Chaque pièce était tapissée d'un papier différent. Peut-être plus encore que tout le reste, cette idée de couvrir les murs était la signature d'un style occidental, même si les Hollandais en avaient déjà collé dans  leurs maisons de Dejima.



Le couloir vaste mais solennel avec ses colonnes grecques donnait sur des pièces de réception, salle d'audience ou salle à manger.


Le seul élément japonais, c'est la calligraphie "Jinpukaku " sur le mur. Les lustres d'époque rappellent que ce fut ici qu'on amena pour la première fois la lumière électrique dans la région.



Les toilettes, modèle basique : une boîte percée d'un ovale et un tiroir pour l'évacuation des matières !


La chambre est au croisement des cultures : cheminée européenne, pas de lit mais des tatamis pour dérouler son futon.


On voit bien que le style ne renvoie pas à l'Art Nouveau ni à l'Art Déco (comme le Palais du Prince Asaka à Tokyo) ; c'est encore le XIXe victorien qui s'impose, et ce salon aurait pu être photographié à New-York où ce style dura longtemps et s'imposa comme une référence.




La galerie couverte gratifie le visiteur qui réussit à supporter la chaleur asphyxiante par une vue de verdure. Enfin, ce n'est pas complètement le cas aujourd'hui.



Pour la salle à manger, on fit venir tout exprès des tapis d'Angleterre.

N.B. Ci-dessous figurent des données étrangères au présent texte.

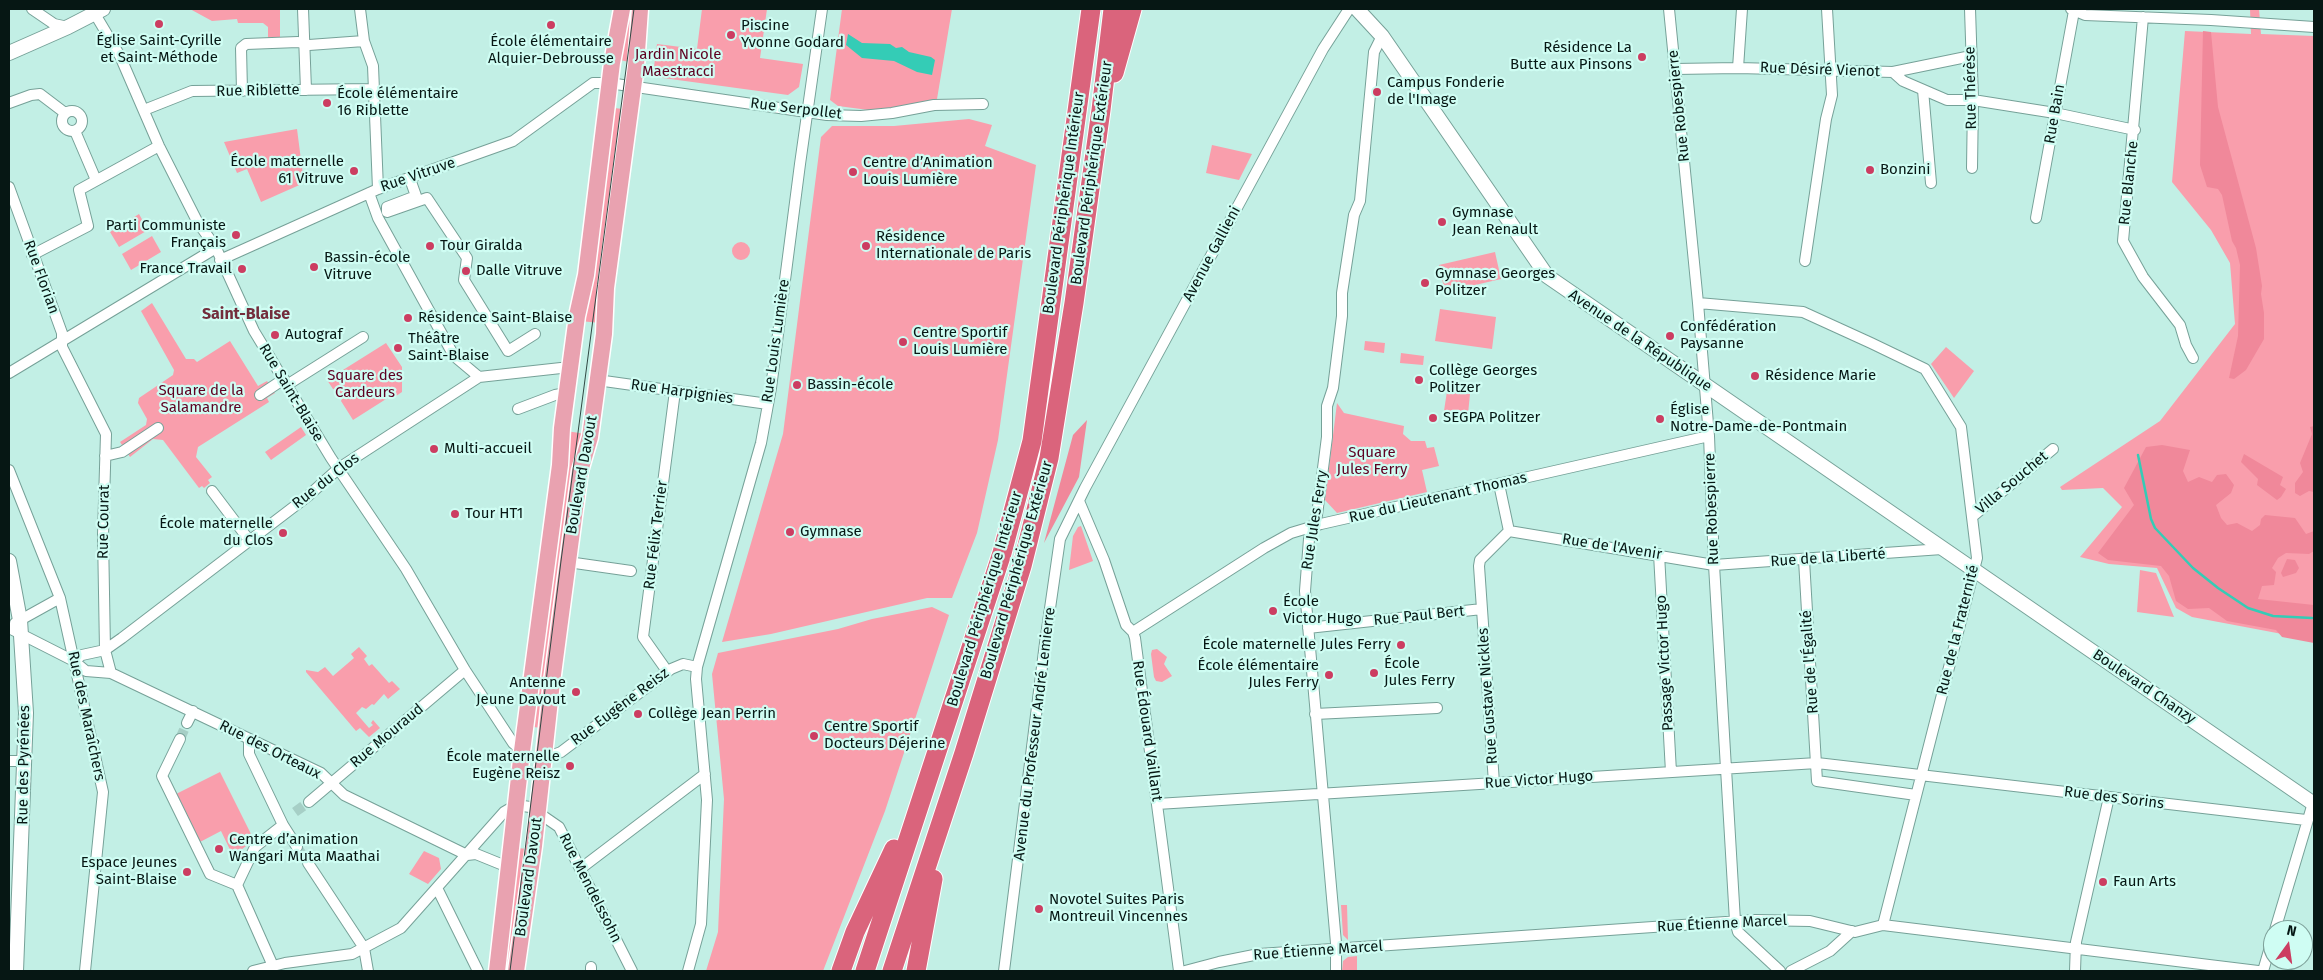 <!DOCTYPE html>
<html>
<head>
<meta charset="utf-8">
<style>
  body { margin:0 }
  #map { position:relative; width:2323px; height:980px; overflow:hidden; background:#c2efe5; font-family:"Fira Sans",sans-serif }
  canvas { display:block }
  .frame { position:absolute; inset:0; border:10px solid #061714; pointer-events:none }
  .north { position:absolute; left:2263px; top:920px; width:50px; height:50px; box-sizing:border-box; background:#cffdf3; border:1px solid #7fa19a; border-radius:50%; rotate:14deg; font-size:14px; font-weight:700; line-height:20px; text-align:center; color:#061714 }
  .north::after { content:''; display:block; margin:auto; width:18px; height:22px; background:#cc3d61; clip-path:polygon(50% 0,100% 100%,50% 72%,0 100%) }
</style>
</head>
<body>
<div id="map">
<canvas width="2323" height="980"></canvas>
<div class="frame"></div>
<div class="north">N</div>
</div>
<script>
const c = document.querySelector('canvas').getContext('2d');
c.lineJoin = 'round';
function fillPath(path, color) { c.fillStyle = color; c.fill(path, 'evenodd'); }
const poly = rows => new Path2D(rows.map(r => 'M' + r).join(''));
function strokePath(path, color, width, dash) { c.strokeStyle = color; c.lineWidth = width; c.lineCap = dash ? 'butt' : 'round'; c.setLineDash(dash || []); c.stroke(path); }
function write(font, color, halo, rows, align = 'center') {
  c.font = font + ' "Fira Sans",sans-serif'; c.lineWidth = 4.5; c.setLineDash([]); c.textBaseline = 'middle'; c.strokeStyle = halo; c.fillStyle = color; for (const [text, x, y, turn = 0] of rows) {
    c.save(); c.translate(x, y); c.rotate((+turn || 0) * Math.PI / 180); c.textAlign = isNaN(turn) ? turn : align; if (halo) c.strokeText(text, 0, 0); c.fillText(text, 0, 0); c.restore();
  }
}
fillPath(poly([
  [190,9,280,9,280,38,268,39,268,27,263,23,238,23,237,19,212,21],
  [627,9,636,9,629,62,620,60],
  [702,9,767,9,760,58,803,64,799,87,788,95,663,78,654,67,657,44,697,49],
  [842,9,952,9,937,99,914,105,876,111,838,106,830,100],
  [2250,9,2259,9,2261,34,2314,36,2314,640,2192,617,2176,608,2157,568,2109,564,2080,557,2122,507,2103,488,2062,490,2060,487,2160,421,2235,324,2230,263,2211,230,2172,182,2185,31,2251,34],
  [614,108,623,109,600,323,580,321],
  [969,119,992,125,985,146,1036,165,998,440,977,533,952,598,927,598,771,634,722,642,783,434,821,137,832,126,894,126],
  [297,129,304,183,261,202,247,169,237,173,224,142],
  [1212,145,1252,154,1239,180,1206,173],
  [139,214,148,230,119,247,110,232],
  [152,236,161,252,131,270,122,254],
  '732 251a9 9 0 1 1 18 0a9 9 0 1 1-18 0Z',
  [1495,252,1501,279,1445,292,1439,265],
  [152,303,186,359,194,359,197,362,230,341,258,386,267,381,275,393,267,398,269,402,198,447,196,457,212,477,208,480,210,483,204,488,202,486,199,488,163,440,153,439,130,457,120,442,146,425,147,419,138,403,139,398,173,375,174,370,141,311],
  [1440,309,1496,317,1492,349,1435,341],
  [1365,341,1385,343,1384,353,1364,350],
  [386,343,402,367,402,392,396,396,394,394,353,420,341,401,343,396,338,390,333,389,327,380],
  [1946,347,1974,371,1954,398,1931,364],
  [1401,353,1424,356,1423,365,1400,363],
  [1447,391,1470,394,1468,414,1444,411],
  [1337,403,1344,413,1404,426,1403,434,1411,441,1425,441,1427,448,1434,447,1439,466,1422,470,1427,492,1337,513,1325,500],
  [301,427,306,435,271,460,265,452],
  [566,431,586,434,542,728,533,727],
  [1081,526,1093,561,1069,570,1073,536,1078,527],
  [2140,570,2156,573,2174,617,2137,612],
  [932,607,949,615,885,811,823,971,706,971,718,932,724,799,712,674,718,653,838,629,872,619],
  [359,647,367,656,364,659,369,666,372,664,389,683,392,681,400,689,388,699,384,694,374,705,372,704,366,709,362,707,356,713,369,728,373,725,371,723,373,720,380,728,369,737,360,728,356,731,306,672,306,670,318,672,325,667,333,676,354,658,351,654],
  [1157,649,1167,657,1164,664,1172,676,1162,682,1156,681,1154,677,1151,654,1152,650],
  [220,772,254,840,233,856,221,831,200,842,176,794],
  [518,848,527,849,512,971,502,971],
  [424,851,439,858,441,869,428,884,409,874],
  [1341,905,1347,905,1348,940,1343,935],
  [1357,956,1357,971,1342,971,1343,961,1348,957]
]), '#f99eac');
fillPath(poly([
  [2203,31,2211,32,2218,107,2256,248,2262,286,2261,294,2264,313,2264,339,2246,370,2234,379,2229,378,2238,336,2240,265,2236,248,2232,241,2222,195,2218,189,2207,187,2200,165],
  [1087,420,1079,477,1044,543,1073,435],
  [2314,426,2314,492,2309,491,2300,496,2295,493,2295,483,2303,472,2300,463,2312,434,2310,427],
  [2162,445,2190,450,2183,471,2188,482,2199,477,2212,482,2217,475,2226,474,2234,485,2231,493,2216,505,2221,518,2227,525,2237,523,2252,531,2260,525,2261,519,2265,515,2295,518,2306,534,2314,531,2314,551,2309,554,2286,553,2278,558,2272,568,2276,572,2274,585,2262,586,2258,599,2314,605,2314,643,2282,637,2276,630,2227,621,2209,608,2188,609,2176,601,2169,576,2161,566,2108,560,2098,553,2134,505,2124,488,2146,447],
  [2244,454,2283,477,2280,485,2286,489,2281,497,2277,500,2257,485,2258,479,2241,462],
  [2287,559,2295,560,2299,568,2296,573,2283,577,2281,573]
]), '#f0889a');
fillPath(poly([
  [848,34,862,43,890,44,896,48,902,47,909,52,931,57,935,60,932,75,917,72,894,61,862,58,846,45]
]), '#34ccb6');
strokePath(poly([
  [2138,455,2151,519,2155,528,2193,568,2218,588,2248,608,2273,616,2312,618]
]), '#34ccb6', 2.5);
strokePath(poly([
  [180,739,187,723],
  [295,812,309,802],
  [297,847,308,863]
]), '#a6cfc6', 10, [10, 5]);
const street = poly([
  [32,9,54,24,68,27],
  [303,9,306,90],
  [360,9,364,41,373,66,378,189],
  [1669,9,1698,303,1709,436,1714,565,1735,921,1738,932,1780,971],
  [1970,9,1973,100,1972,168],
  [2071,9,2085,15,2211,20,2314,27],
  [95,14,120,56,159,146,197,221,216,248,254,331,331,458,406,569,465,670,513,743,522,751],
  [2143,17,2123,241,2143,277,2180,325,2186,345,2193,358],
  [1738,68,1742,9],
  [1675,69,1738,68,1893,72,1971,56],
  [1893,72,1903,81,1947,100,1973,100,2055,113,2135,130],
  [1923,90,1931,183],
  [242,91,241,48,246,44,298,42,309,45,364,41],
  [9,103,31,95,40,94,65,113],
  [144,110,192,91,374,89],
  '62 121a10 10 0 1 1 20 0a10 10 0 1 1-20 0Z',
  [75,131,96,180],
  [410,179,416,196,387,207,387,212,427,198,467,258,464,280,508,351,535,334],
  [9,187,62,333,62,347,106,434,103,535,105,650,111,673],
  [369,193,378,218,454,356,479,377],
  [2036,218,2074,11],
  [32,255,88,226,79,190,159,146],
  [220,260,378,189,513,141,593,83,609,83,827,115,861,116,892,113,934,105,983,104],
  [1805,261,1826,119,1832,95,1827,9],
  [1698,303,1803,312,1871,343,1925,369,1961,427,1977,558,1883,925],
  [9,373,216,248],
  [597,380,768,404],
  [287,385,363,337],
  [260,395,284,379],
  [518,409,555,395,567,393],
  [105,456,122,452,158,428],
  [9,470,60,598,103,792,85,971],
  [212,491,249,540],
  [1079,501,1104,560,1126,625,1133,632,1135,638,1179,971],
  [1972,517,2053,449],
  [1509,531,1714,565,1942,549],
  [1659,554,1671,772],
  [1804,560,1817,781,1916,795],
  [568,562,631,571],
  [15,623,60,598],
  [9,628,74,661,86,671,111,673,321,773,344,795,467,855,476,854,508,867],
  [1308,628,1482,609],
  [1133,632,1264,548,1291,533,1321,524,1709,436],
  [74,661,82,655,105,650,122,638,308,496,339,468,479,377,570,367],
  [667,671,643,637,675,391],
  [1315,714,1437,708],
  [187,723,193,711],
  [180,739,162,776,210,874,237,885],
  [249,740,249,754,283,825,297,847],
  [545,758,561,752,671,669,683,664,697,667],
  [9,761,26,761],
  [1494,783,1479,566,1480,560,1509,531,1499,484],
  [309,802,465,670],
  [1157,804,1817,763,2306,820],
  [308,863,364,948,368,971],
  [580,869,705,774],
  [437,888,478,971],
  [2275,930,2313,803],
  [273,966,237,885,255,847,283,825],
  [253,971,285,963,352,954,401,928,504,812,516,805,530,807,559,827,632,971],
  [591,971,591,967],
  [688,971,701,924,707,800,696,679,697,667,761,443,771,388,800,164,822,9],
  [1004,971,1045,643,1060,539,1085,488,1323,49,1349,9],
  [1185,971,1219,962,1259,954,1755,920,1810,921,1855,932,1883,925,2258,971],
  [1336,971,1336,943,1305,591,1309,539,1317,515,1327,437,1327,406,1333,388,1342,316,1342,293,1354,215,1360,201,1374,52,1382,36],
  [1791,971,1830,951,1852,931],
  [2075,971,2076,942,2109,797],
  [2263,971,2273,937]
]);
const secondary = poly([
  [1357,9,1382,36,1547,276,2314,804],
  [9,53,68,27,103,9],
  [9,561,20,620,26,713,16,971]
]);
const primary = poly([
  [497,971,522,751,560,465,562,428,577,316,586,275,612,63,622,9],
  [516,971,534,846,552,682,580,471,590,437,604,334,606,288,636,66,640,9]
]);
const highway = poly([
  [1114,73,1132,9],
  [841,971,855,932,894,849],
  [865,971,1002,553,1032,441,1091,9],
  [892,971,964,753,1022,566,1049,458,1074,303,1101,110,1113,9],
  [916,971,933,879]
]);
strokePath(street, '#76a198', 12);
strokePath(secondary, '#76a198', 16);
strokePath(primary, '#fff', 19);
strokePath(highway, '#fff', 21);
strokePath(street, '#fff', 10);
strokePath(secondary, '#fff', 14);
strokePath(primary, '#e9a2b0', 16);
strokePath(highway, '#da647c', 19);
strokePath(poly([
  [510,971,561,561,634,9]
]), '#304843', 1);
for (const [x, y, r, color] of [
  [159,24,5,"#cc3d61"],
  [551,25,5,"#cc3d61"],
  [731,35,5,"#cc3d61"],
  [1642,57,5,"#cc3d61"],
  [1377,92,5,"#cc3d61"],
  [327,103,5,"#cc3d61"],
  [1870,170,5,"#cc3d61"],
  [354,171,5,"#cc3d61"],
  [853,172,5,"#cc3d61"],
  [1442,222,5,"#cc3d61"],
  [236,235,5,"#cc3d61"],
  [430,246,5,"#cc3d61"],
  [866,246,5,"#cc3d61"],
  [314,267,5,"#cc3d61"],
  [242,269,5,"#cc3d61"],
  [466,271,5,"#cc3d61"],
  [1425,283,5,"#cc3d61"],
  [408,318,5,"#cc3d61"],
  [275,335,5,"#cc3d61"],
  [1670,336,5,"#cc3d61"],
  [903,342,5,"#cc3d61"],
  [398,348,5,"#cc3d61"],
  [1755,376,5,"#cc3d61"],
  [1419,380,5,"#cc3d61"],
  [797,385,5,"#cc3d61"],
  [1433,418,5,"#cc3d61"],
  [1660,419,5,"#cc3d61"],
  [434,449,5,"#cc3d61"],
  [455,514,5,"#cc3d61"],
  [790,532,5,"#cc3d61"],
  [283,533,5,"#cc3d61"],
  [1273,611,5,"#cc3d61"],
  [1401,645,5,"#cc3d61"],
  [1374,673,5,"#cc3d61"],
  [1329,675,5,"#cc3d61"],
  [576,692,5,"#cc3d61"],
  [638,714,5,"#cc3d61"],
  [814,736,5,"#cc3d61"],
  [570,766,5,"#cc3d61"],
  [219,849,5,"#cc3d61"],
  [187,872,5,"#cc3d61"],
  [2103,882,5,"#cc3d61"],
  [1039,909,5,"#cc3d61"]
]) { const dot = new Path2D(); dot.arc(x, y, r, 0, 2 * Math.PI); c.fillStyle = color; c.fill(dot); strokePath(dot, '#cffdf3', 2); }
write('15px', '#061714', '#cffdf3', [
  ["Piscine",741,26],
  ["Yvonne Godard",741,43],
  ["Église Saint-Cyrille",159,41,"center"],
  ["et Saint-Méthode",159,58,"center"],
  ["École élémentaire",551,42,"center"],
  ["Alquier-Debrousse",551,59,"center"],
  ["Résidence La",1632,48,"right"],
  ["Butte aux Pinsons",1632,65,"right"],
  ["Campus Fonderie",1387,83],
  ["de l'Image",1387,100],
  ["École élémentaire",337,94],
  ["16 Riblette",337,111],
  ["École maternelle",344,162,"right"],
  ["61 Vitruve",344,179,"right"],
  ["Centre d’Animation",863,163],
  ["Louis Lumière",863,180],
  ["Bonzini",1880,170],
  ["Gymnase",1452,213],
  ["Jean Renault",1452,230],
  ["Parti Communiste",226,226,"right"],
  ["Français",226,243,"right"],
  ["Résidence",876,237],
  ["Internationale de Paris",876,254],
  ["Tour Giralda",440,246],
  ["Bassin-école",324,258],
  ["Vitruve",324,275],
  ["France Travail",232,269,"right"],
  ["Dalle Vitruve",476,271],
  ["Gymnase Georges",1435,274],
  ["Politzer",1435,291],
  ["Résidence Saint-Blaise",418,318],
  ["Confédération",1680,327],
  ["Paysanne",1680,344],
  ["Centre Sportif",913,333],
  ["Louis Lumière",913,350],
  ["Autograf",285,335],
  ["Théâtre",408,339],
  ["Saint-Blaise",408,356],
  ["Collège Georges",1429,371],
  ["Politzer",1429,388],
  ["Résidence Marie",1765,376],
  ["Bassin-école",807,385],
  ["Église",1670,410],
  ["Notre-Dame-de-Pontmain",1670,427],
  ["SEGPA Politzer",1443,418],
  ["Multi-accueil",444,449],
  ["Tour HT1",465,514],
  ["École maternelle",273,524,"right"],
  ["du Clos",273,541,"right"],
  ["Gymnase",800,532],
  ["École",1283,602],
  ["Victor Hugo",1283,619],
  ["École maternelle Jules Ferry",1391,645,"right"],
  ["École",1384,664],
  ["Jules Ferry",1384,681],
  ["École élémentaire",1319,666,"right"],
  ["Jules Ferry",1319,683,"right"],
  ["Antenne",566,683,"right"],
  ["Jeune Davout",566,700,"right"],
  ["Collège Jean Perrin",648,714],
  ["Centre Sportif",824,727],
  ["Docteurs Déjerine",824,744],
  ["École maternelle",560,757,"right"],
  ["Eugène Reisz",560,774,"right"],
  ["Centre d’animation",229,840],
  ["Wangari Muta Maathai",229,857],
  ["Espace Jeunes",177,863,"right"],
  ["Saint-Blaise",177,880,"right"],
  ["Faun Arts",2113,882],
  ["Novotel Suites Paris",1049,900],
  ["Montreuil Vincennes",1049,917]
], 'left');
write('15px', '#5e0021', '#cffdf3', [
  ["Jardin Nicole",678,55],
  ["Maestracci",678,72],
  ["Square des",365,376],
  ["Cardeurs",365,393],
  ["Square de la",201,391],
  ["Salamandre",201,408],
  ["Square",1372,453],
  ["Jules Ferry",1372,470]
]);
write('15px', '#061714', '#cffdf3', [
  ["Rue Désiré Vienot",1820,70,2],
  ["Rue Thérèse",1971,88,-91],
  ["Rue Riblette",258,91,-1],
  ["Rue Robespierre",1679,106,-96],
  ["Rue Serpollet",796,109,7],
  ["Rue Bain",2055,114,-80],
  ["Boulevard Périphérique Extérieur",1092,173,-82],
  ["Rue Vitruve",418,175,-19],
  ["Rue Blanche",2129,183,-84],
  ["Boulevard Périphérique Intérieur",1064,203,-82],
  ["Avenue Gallieni",1212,254,-62],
  ["Rue Florian",41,277,70],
  ["Rue Louis Lumière",776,341,-82],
  ["Avenue de la République",1640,341,34],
  ["Rue Harpignies",682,392,8],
  ["Rue Saint-Blaise",291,393,59],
  ["Boulevard Davout",582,475,-80],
  ["Rue du Clos",326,481,-38],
  ["Villa Souchet",2012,483,-40],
  ["Rue du Lieutenant Thomas",1438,498,-13],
  ["Rue Robespierre",1712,509,-92],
  ["Rue Jules Ferry",1315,520,-81],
  ["Rue Courat",104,522,-89],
  ["Rue Félix Terrier",656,535,-83],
  ["Rue de l'Avenir",1612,547,9],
  ["Rue de la Liberté",1828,558,-4],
  ["Boulevard Périphérique Extérieur",1017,570,-74],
  ["Boulevard Périphérique Intérieur",985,599,-73],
  ["Rue Paul Bert",1419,616,-6],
  ["Rue de la Fraternité",1958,630,-76],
  ["Rue de l'Égalité",1810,662,-94],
  ["Passage Victor Hugo",1665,663,-93],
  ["Boulevard Chanzy",2144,687,34],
  ["Rue Gustave Nickles",1488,696,-94],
  ["Rue Eugène Reisz",620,707,-37],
  ["Rue des Maraîchers",86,716,78],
  ["Rue Édouard Vaillant",1147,731,82],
  ["Avenue du Professeur André Lemierre",1035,734,-83],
  ["Rue Mouraud",387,736,-40],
  ["Rue des Orteaux",270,750,27],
  ["Rue des Pyrénées",24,765,-89],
  ["Rue Victor Hugo",1539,780,-4],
  ["Rue des Sorins",2114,798,7],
  ["Boulevard Davout",529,877,-82],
  ["Rue Mendelssohn",590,888,63],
  ["Rue Étienne Marcel",1722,924,-3],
  ["Rue Étienne Marcel",1318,951,-4]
]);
write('bold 16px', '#732d3c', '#cffdf3', [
  ["Saint-Blaise",246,315]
]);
</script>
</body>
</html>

Une série sur l'empereur Taisho fut notamment tournée ici, et les images exposées donnent un peu de vie à ce palais vide.





Version Lego.





Quand il neige au Japon, ce n'est pas rien !

Ce n'est pas une visite absolument indispensable pour un premier voyage au Japon mais ce palais dégage un certain charme suranné. J'espère qu'il sera restauré avant que les dégradations ne deviennent irréparables.